I remember he said something like "I've been driving around in my campervan with my surfing mates for years", then gave said surfing mates "the guided tour" and everybody acted like it was the first campervan they'd seen in their lives. Including the fucking campervan man.


----------



## Pig_In_Wig (Feb 9, 2011)

Paolo - I think your probably right on the Times, hope you are developing the ex public school accent first, then you study Jamie Oliver to downgrade it to a spoof eastenders type accent.  The Jamie Oliver reference was a link because it appears that the same manager that got both Jamie Oliver and Gary Rhodes early careers kicked off also seems to be behind this total tosser.


----------



## Pig_In_Wig (Feb 9, 2011)

Following last episode - We are all going to be treated to a new cook book including tips on how to traverse a cow in the road, surprised he didnt hit it and make a decent steak meal, another section will provide details on how to drive a campervan like a knobhead Sunday driver including sing along song sheets, doobie doobie la la la.......
You kind hoped there was going to be a Italian Job style meeting with a bulldozer around the next bend to pitch him and his van over some cliff. ok thats a bit harsh on the van!


----------



## fractionMan (Feb 9, 2011)

I wish I'd seen this


----------



## Stoat Boy (Feb 9, 2011)

El Sueno said:


> i watched a bit of this on iPlayer today after someone told me they thought it was a spoof.
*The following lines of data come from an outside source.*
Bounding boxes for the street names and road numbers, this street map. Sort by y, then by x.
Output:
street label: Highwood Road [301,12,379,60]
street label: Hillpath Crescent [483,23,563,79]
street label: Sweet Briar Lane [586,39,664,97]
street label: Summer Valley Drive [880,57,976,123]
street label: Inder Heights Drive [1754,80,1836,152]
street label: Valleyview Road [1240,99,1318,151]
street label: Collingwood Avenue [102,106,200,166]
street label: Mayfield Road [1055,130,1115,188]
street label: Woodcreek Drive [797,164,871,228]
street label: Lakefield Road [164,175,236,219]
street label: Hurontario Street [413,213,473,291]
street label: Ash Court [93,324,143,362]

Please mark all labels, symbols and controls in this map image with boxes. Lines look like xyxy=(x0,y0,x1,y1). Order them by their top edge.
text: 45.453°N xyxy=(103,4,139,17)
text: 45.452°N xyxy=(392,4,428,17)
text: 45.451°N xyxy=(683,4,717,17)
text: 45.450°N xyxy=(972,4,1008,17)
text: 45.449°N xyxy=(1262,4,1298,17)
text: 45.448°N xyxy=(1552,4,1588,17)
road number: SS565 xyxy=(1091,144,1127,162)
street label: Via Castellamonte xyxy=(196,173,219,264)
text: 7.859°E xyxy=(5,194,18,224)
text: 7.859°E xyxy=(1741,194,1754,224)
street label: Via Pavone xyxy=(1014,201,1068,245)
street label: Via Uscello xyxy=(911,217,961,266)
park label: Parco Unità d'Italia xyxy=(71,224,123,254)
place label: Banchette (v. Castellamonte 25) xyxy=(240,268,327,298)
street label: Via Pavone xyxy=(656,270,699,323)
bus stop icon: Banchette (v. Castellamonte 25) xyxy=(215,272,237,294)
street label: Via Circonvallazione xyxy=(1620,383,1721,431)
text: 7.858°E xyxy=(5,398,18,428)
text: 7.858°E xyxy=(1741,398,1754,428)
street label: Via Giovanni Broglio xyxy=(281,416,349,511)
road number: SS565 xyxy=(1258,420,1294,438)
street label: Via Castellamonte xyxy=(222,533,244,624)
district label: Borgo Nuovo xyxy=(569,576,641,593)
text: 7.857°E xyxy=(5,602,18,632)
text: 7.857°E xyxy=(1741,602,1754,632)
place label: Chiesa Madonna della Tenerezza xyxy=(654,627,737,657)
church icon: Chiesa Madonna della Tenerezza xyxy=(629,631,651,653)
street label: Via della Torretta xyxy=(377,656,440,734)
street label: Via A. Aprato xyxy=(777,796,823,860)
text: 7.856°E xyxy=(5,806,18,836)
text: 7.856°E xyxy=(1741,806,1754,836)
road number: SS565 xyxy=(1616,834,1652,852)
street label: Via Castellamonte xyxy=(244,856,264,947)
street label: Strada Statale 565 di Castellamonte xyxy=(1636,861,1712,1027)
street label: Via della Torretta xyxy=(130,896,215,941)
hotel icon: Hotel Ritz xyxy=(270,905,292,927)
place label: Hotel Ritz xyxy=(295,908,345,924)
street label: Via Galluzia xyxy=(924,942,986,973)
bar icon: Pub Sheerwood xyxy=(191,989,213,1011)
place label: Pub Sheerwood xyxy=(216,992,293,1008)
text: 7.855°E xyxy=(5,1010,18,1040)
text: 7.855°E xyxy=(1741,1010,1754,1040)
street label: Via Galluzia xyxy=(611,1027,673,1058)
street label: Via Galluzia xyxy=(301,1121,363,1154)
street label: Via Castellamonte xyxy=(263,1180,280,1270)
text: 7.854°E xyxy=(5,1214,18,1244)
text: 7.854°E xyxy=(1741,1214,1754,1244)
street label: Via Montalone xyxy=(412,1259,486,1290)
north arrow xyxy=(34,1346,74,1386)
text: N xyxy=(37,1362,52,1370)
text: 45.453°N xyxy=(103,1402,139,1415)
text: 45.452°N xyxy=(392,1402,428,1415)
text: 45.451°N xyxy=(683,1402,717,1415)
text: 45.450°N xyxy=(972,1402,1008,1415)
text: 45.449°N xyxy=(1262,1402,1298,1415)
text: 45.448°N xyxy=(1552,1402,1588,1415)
The man is a hideous knob and no mistake.



It has to be a spoof. 

There is no way its a 'real' programe.


----------



## Pig_In_Wig (Feb 9, 2011)

Stoat Boy  - Regrettably this is not a spoof program - Unbelievable I know!   And Moose your right, I had a look at his campervan cookbook, very usefull if you forget the bog rolls on your camervan trip.   Please dont follow all the helpfull culinary tips, the first episode suggested chucking out any mussles that floated, so unless you want a severe dose of brown trouser combined with projectile vommiting and a tempreture you could cook at I understand you should chuck out all shellfish that fails to open while cooking. Better still parcel them up and send them to this plonker!


----------



## BlackArab (Feb 9, 2011)

Pig_In_Wig, is he your ex or summat?

Just asking.


----------



## copymonkey (Feb 9, 2011)

http://www.martindorey.com/who-am-i/martin-the-campervan-man/


----------



## Pig_In_Wig (Feb 9, 2011)

BlackArab - If I told you I taught this guy to cook I`d be lying... If I told you I was his haidresser and stylist I`d be lying.... If I told you that I was his ex I`d definitely be lying cos this guy would have been dead for sure...


----------



## Pig_In_Wig (Feb 10, 2011)

It would now appear that this plonker has put this van together for this TV trip,and guess what? its now up for holiday rentals.
Tonight he explained how he had a really rough night - IT RAINED! Great bit tho the van bit back nearly causing a frontal lobotomy, a minor head injury required treatment, pity the hospital did't stitch his mouth up instead and we could have escaped the Sound of Music sketch with this nutter prancing around singing the hills are alive la la la lala.


----------



## Gingerman (Feb 10, 2011)

Pig_In_Wig,Im sensing a lot of hostility towards him in your posts


----------



## moose (Feb 11, 2011)

El Sueno said:


> I remember he said something like "I've been driving around in my campervan with my surfing mates for years", then gave said surfing mates "the guided tour" and everybody acted like it was the first campervan they'd seen in their lives. Including the fucking campervan man.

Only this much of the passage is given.